● Given data:
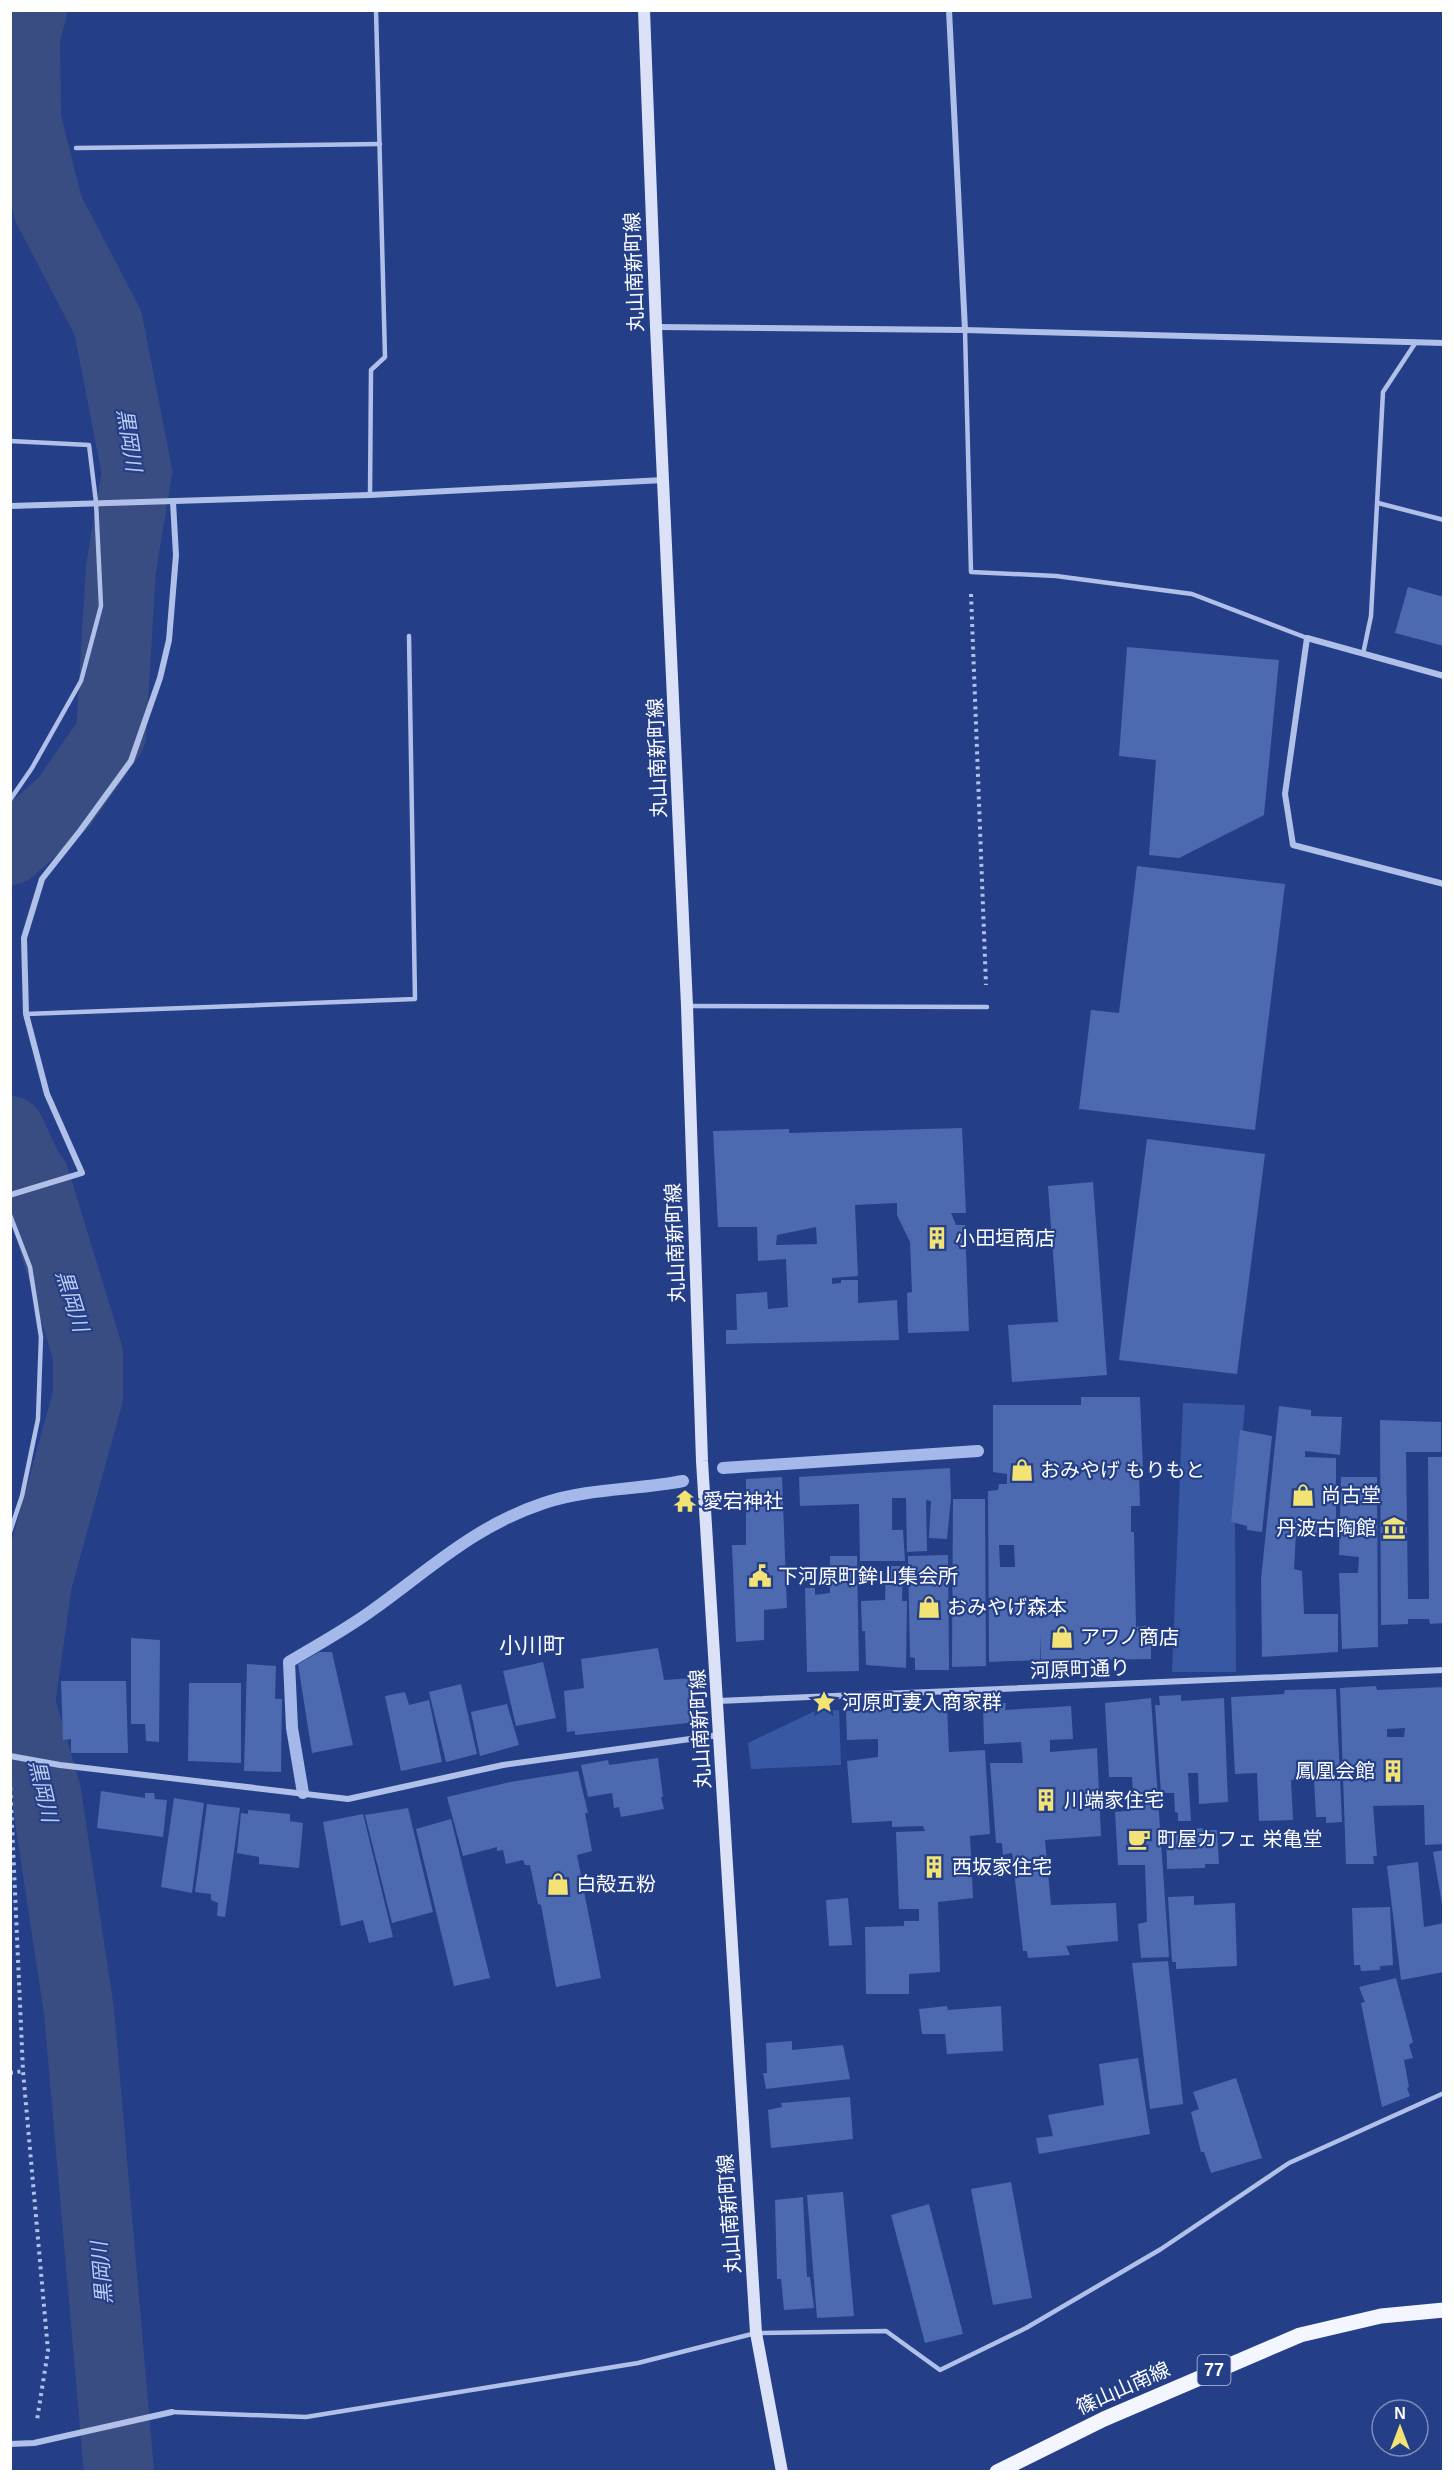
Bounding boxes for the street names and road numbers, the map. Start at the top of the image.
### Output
street label: 丸山南新町線 [621,212,647,332]
street label: 丸山南新町線 [644,698,670,818]
street label: 丸山南新町線 [662,1183,688,1303]
street label: 河原町通り [1030,1656,1130,1682]
street label: 丸山南新町線 [686,1669,714,1789]
street label: 丸山南新町線 [714,2153,744,2275]
road number: 77 [1198,2355,1230,2385]
street label: 篠山山南線 [1073,2358,1173,2418]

● The problem: Please retype the listing exactly, leaving out any images.

● Result:
Bounding boxes for the street names and road numbers, the map. Start at the top of the image.
### Output
street label: 丸山南新町線 [621,212,647,332]
street label: 丸山南新町線 [644,698,670,818]
street label: 丸山南新町線 [662,1183,688,1303]
street label: 河原町通り [1030,1656,1130,1682]
street label: 丸山南新町線 [686,1669,714,1789]
street label: 丸山南新町線 [714,2153,744,2275]
road number: 77 [1198,2355,1230,2385]
street label: 篠山山南線 [1073,2358,1173,2418]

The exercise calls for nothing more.